Variety: eOne Financing Savvy a Boost For TV

Variety: eOne Financing Savvy a Boost For TV

By Cynthia Littleton for Variety

Barely 3 years old, the Los Angeles-based TV arm of indie Entertainment One has made a mark in the network and cable biz by bringing to the table that most precious commodity: financing.

eOne Television, headed by CEO John Morayniss, leverages its heft as a producer and distrib of film, TV and home entertainment fare in Canada, the U.K. and other territories to cobble together coin for TV series in the same way that many indie features are funded, through a combo of foreign pre-sales and advance commitments. It mines the lucrative Canadian system of production incentives and premium license fees given to shows that lense in Canada but also air on a major U.S. network.

This patchwork quilt of funding sources allows the company to offer some series to U.S. networks at a steep discount, often in exchange for big upfront commitments. Its highest-profile series to date has been the adaptation of John Grisham novel “The Firm,” which landed at NBC with a 22-episode order.

The legal ensembler wasn’t that much of a gamble for NBC at a license fee said to be around $1 million, less than what top cablers pay for original drama skeins. Between the coin received from Canada’s Global TV and a big sale to Sony’s suite of AXN-branded international channels covering more than 140 countries, eOne didn’t need big bucks from the U.S. to cover its costs; it needed the outlet to attract name thesps (notably Josh Lucas and Molly Parker) and to ensure the premium license fees from its other partners.

“There’s a proliferation of channels that are hungry for American programming that is a certain genre and tone,” Morayniss said. “When an opportunity comes along get a branded series like ‘The Firm,’ Sony’s AXN came in without the condition of a U.S. sale because they knew we were heavily in this market.”

In many respects, “The Firm” will be an interesting test case for whether the eOne model can survive the big leagues of network primetime. The Big Three have been experimenting with Canadian imports for the past few years, but most of these shows have been relegated to summer runs, as ABC has done with eOne’s cop drama “Rookie Blue.”

“The Firm,” on the other hand, landed a regular-season slot and was touted at NBC’s upfront presentation last May. On the downside, “The Firm” has been mostly panned by domestic critics and got off to a weak start (a 3 share in adults 18-49 weak) in its two-hour premiere Sunday.
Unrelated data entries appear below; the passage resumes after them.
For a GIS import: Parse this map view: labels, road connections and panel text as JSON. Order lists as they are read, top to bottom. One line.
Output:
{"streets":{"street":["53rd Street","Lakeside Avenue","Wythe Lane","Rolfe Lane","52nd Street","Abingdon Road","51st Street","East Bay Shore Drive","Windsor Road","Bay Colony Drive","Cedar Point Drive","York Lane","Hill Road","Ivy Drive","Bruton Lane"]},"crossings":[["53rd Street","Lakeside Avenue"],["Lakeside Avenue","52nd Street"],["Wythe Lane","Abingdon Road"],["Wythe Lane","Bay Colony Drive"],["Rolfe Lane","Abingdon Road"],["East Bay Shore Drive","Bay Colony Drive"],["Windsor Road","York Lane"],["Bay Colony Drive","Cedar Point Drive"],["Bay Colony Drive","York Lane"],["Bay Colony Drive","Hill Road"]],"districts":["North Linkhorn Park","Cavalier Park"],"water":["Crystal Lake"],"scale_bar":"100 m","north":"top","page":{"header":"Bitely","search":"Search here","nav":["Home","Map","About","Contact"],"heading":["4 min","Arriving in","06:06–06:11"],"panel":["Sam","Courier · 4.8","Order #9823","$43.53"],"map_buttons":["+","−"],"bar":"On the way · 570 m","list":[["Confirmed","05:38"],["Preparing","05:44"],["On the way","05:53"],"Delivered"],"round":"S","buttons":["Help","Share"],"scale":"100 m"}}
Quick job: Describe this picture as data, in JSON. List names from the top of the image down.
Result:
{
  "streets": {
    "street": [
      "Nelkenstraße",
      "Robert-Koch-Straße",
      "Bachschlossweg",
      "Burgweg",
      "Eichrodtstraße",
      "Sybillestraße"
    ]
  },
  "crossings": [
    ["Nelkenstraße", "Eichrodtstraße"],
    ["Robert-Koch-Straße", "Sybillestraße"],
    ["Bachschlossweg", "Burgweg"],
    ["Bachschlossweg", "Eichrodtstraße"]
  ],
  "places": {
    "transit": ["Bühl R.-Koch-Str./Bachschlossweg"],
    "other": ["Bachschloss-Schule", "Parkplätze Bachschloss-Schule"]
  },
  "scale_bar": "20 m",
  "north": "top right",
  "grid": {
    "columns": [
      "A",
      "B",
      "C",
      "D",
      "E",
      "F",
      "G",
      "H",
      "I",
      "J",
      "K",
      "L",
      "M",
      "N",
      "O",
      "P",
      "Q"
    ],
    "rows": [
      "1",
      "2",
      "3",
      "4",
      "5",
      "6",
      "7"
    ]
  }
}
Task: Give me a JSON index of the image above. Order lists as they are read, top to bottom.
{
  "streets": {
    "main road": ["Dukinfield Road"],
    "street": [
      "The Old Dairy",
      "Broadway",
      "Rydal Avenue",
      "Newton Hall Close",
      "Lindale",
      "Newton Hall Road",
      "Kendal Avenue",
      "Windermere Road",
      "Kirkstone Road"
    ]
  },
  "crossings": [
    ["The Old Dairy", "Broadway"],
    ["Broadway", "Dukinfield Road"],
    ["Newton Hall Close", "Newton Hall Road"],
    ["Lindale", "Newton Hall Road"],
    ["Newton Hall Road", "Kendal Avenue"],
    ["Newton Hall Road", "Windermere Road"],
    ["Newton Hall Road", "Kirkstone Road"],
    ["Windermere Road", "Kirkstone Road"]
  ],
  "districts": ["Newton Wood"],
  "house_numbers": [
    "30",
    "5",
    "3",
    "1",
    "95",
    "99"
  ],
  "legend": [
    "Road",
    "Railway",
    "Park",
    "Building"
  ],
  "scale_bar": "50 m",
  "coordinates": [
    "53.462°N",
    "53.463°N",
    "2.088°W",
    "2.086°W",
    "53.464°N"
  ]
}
It will face tough competish in its regular Thursday 10 p.m. berth.

But even if “The Firm” doesn’t go the distance, the eOne model has piqued the interest of the creative community. Indeed, it was Grisham, scribe Lukas Reiter and his reps at CAA that brought the project to eOne after seeing what the company had done with “Rookie Blue” and the Syfy drama “Haven.”

NBC, for one, is negotiating with eOne for a multi-episode commitment to another drama, medical vehicle “Saving Hope,” that has also been ordered by Canada’s CTV. Filmmaker Paul W.S. Anderson came to eOne last fall with a concept for a supernatural procedural drama, “The Reel,” that will be shopped overseas long before it seeks a U.S. home.

Timing was everything for eOne’s push to build its U.S. TV business. In fall 2008, the company bought Blueprint Entertainment, the production shingle run by international TV vets Morayniss and Noreen Halpern, who is now eOne’s prexy of drama programming. Morayniss and Halpern had been pursuing the Canadian content/foreign financing model on their own, but the backing of eOne gave them deeper pockets.

Moreover, eOne’s rollup of Blueprint and other TV companies came on the heels of the 2007-08 writers strike, which was the shock to the system that spurred the major nets to look for new and cheaper sources of programming.

“We’d always had a more global approach,” Halpern says. “All of a sudden that coincided with an interest in the U.S. of putting shows together in a different way — bringing financing out of international markets, using the advantage to be able to bring a significant amount of money out of Canada and other countries as a way to do high-end shows for lower license fees.”

This article first appeared on Variety.com.